Old plays in old basins. The China National Offshore Oil Corporation (CNOOC) Glengorm discovery in the Central North Sea is an excellent example of a high-impact discovery from an old play in an old basin. At 250 million BOE, it is the UK’s biggest find since Culzean in 2008, and 25 times the size of the average UK find in recent years. But, smaller discoveries in mature plays also can be high-value barrels easily plumbed into nearby field facilities.
Guyana: The New Giant
Guyana has been compared to a new planet in oil’s solar system by Wood Mackenzie. Outside of OPEC, only 10 countries currently produce more than 1 million B/D: Canada, the US, Mexico, UK, Norway, China, Brazil, Oman, Russia, and Kazakhstan—the only new member in the 21st century.

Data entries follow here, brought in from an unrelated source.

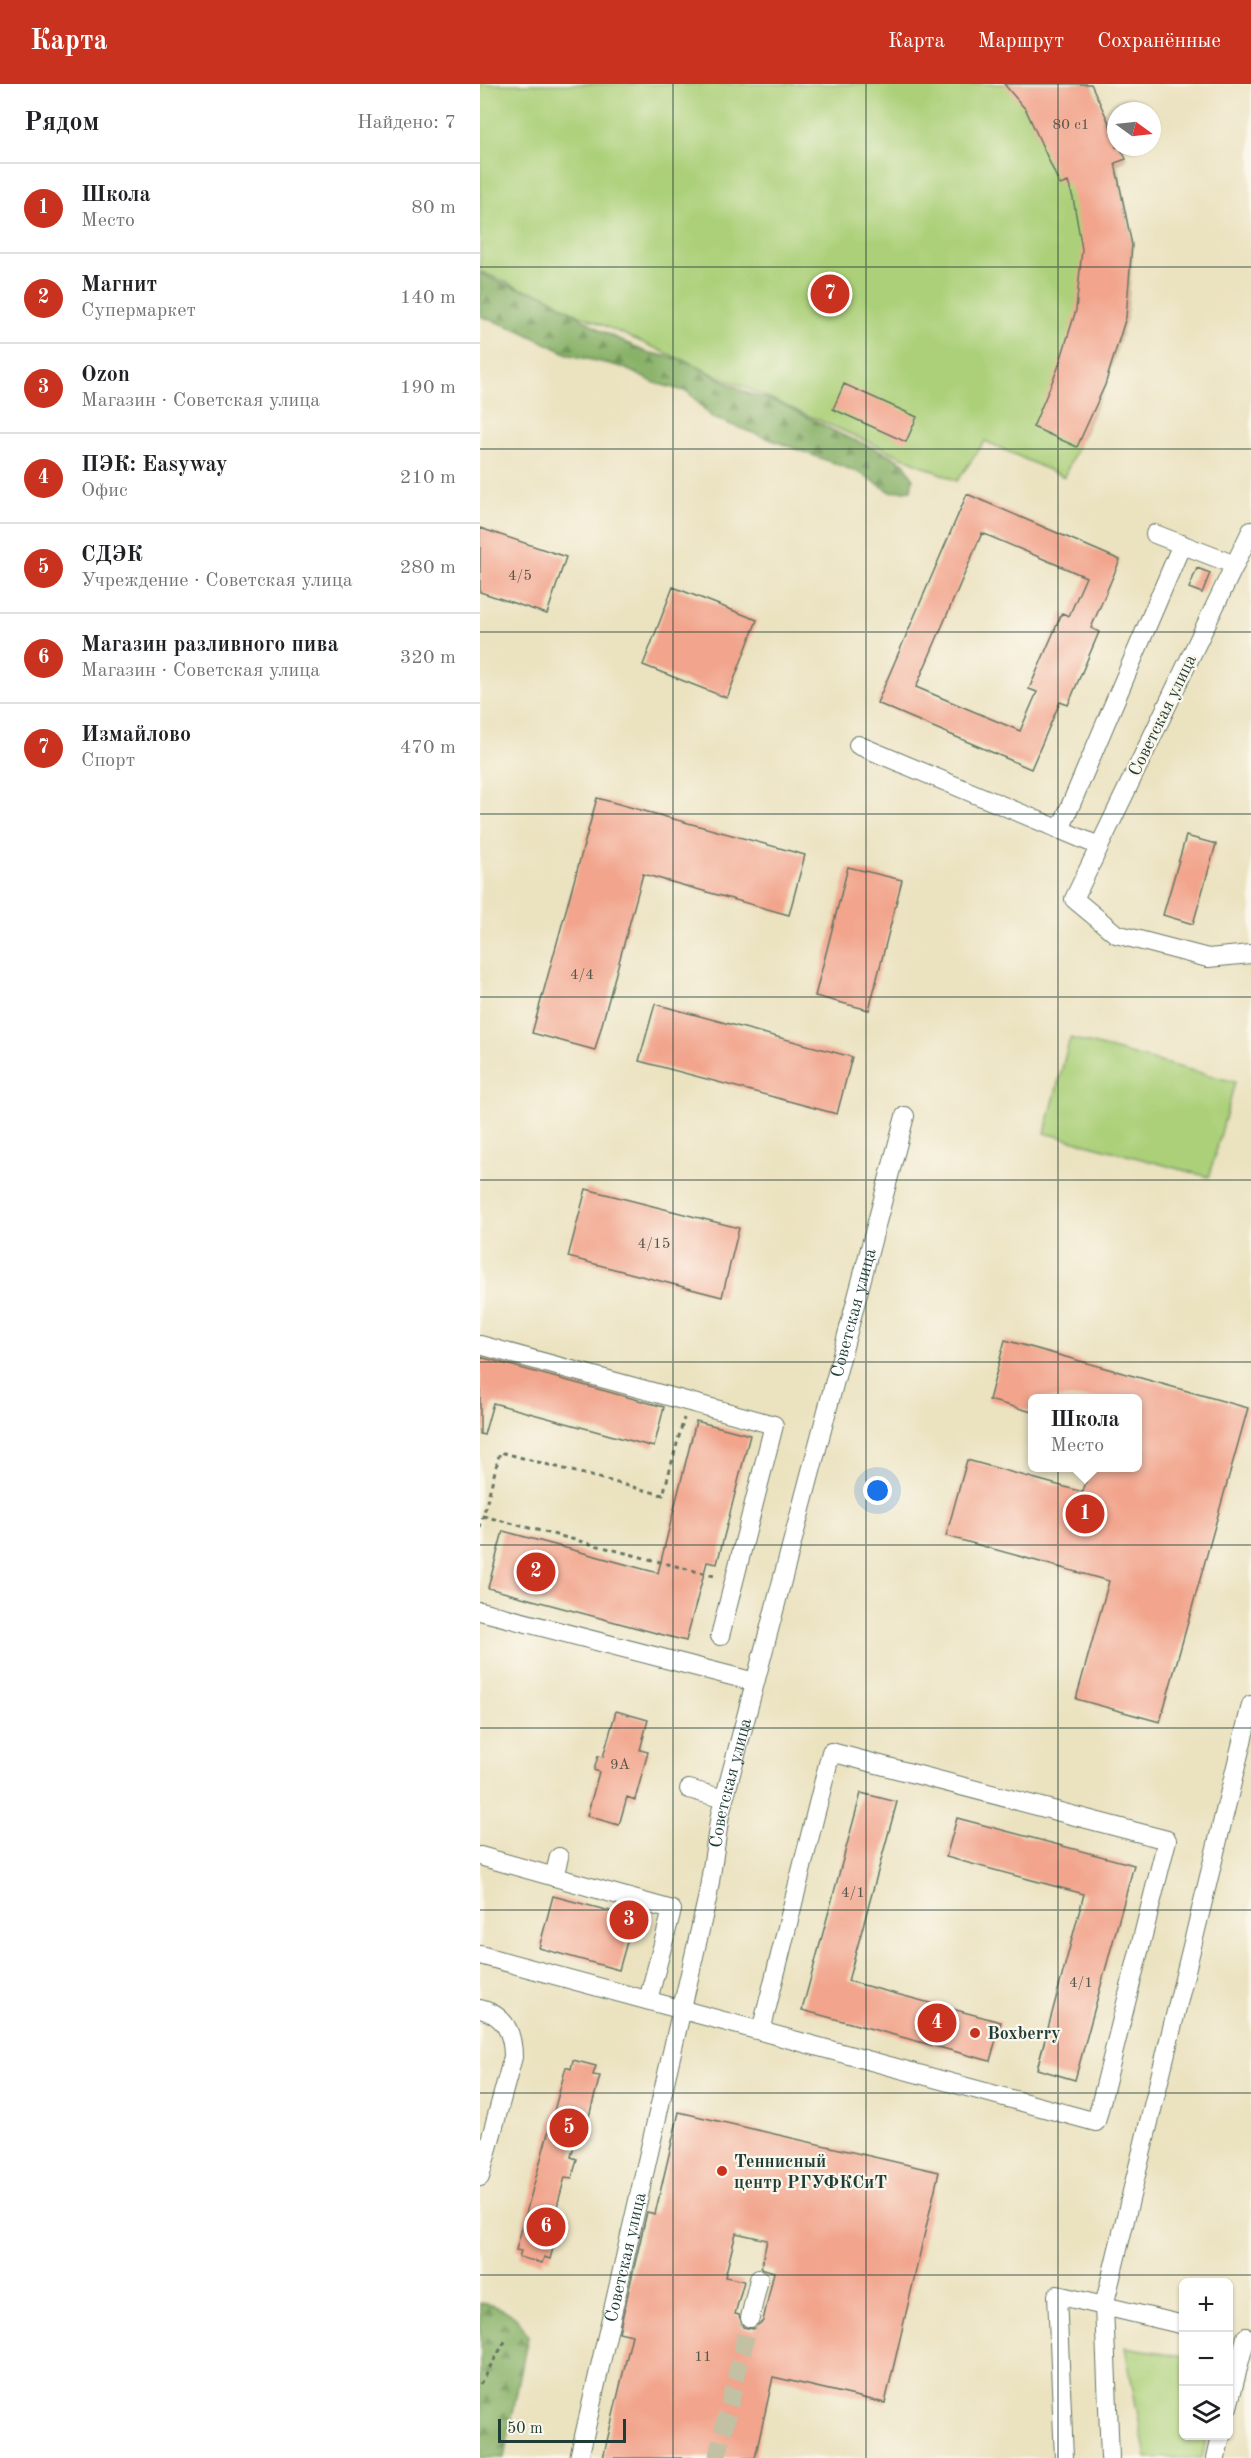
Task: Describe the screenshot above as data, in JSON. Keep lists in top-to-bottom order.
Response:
{
  "streets": {
    "street": ["Советская улица"]
  },
  "places": ["Boxberry", "Теннисный центр РГУФКСиТ"],
  "house_numbers": [
    "80 с1",
    "4/5",
    "4/4",
    "4/15",
    "9А",
    "4/1",
    "4/1",
    "11"
  ],
  "scale_bar": "50 m",
  "north": "right",
  "page": {
    "header": "Карта",
    "nav": ["Карта", "Маршрут", "Сохранённые"],
    "heading": ["Рядом", "Найдено: 7"],
    "list": [
      {
        "mark": "1",
        "name": "Школа",
        "note": "Место",
        "value": "80 m"
      },
      {
        "mark": "2",
        "name": "Магнит",
        "note": "Супермаркет",
        "value": "140 m"
      },
      {
        "mark": "3",
        "name": "Ozon",
        "note": "Магазин · Советская улица",
        "value": "190 m"
      },
      {
        "mark": "4",
        "name": "ПЭК: Easyway",
        "note": "Офис",
        "value": "210 m"
      },
      {
        "mark": "5",
        "name": "СДЭК",
        "note": "Учреждение · Советская улица",
        "value": "280 m"
      },
      {
        "mark": "6",
        "name": "Магазин разливного пива",
        "note": "Магазин · Советская улица",
        "value": "320 m"
      },
      {
        "mark": "7",
        "name": "Измайлово",
        "note": "Спорт",
        "value": "470 m"
      }
    ],
    "pins": [
      "7",
      "1",
      "2",
      "3",
      "4",
      "5",
      "6"
    ],
    "popup": ["Школа", "Место"],
    "map_buttons": ["+", "−"],
    "scale": "50 m"
  }
}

Guyana, with no upstream oil industry 4 years ago, could exceed 1 million B/D in the next decade. ExxonMobil has made 12 discoveries in the Stabroek Block alone since 2015, the last two—Tilapia-1 and Haimara-1—coming in the first 6 weeks of 2019 (Fig. 2). Gross recoverable resource on the Stabroek block alone is now estimated in excess of 5 billion BOE, most of it oil. The exploration success rate for commercial discoveries on the block is 82%, compared with the global industry average of under 20%.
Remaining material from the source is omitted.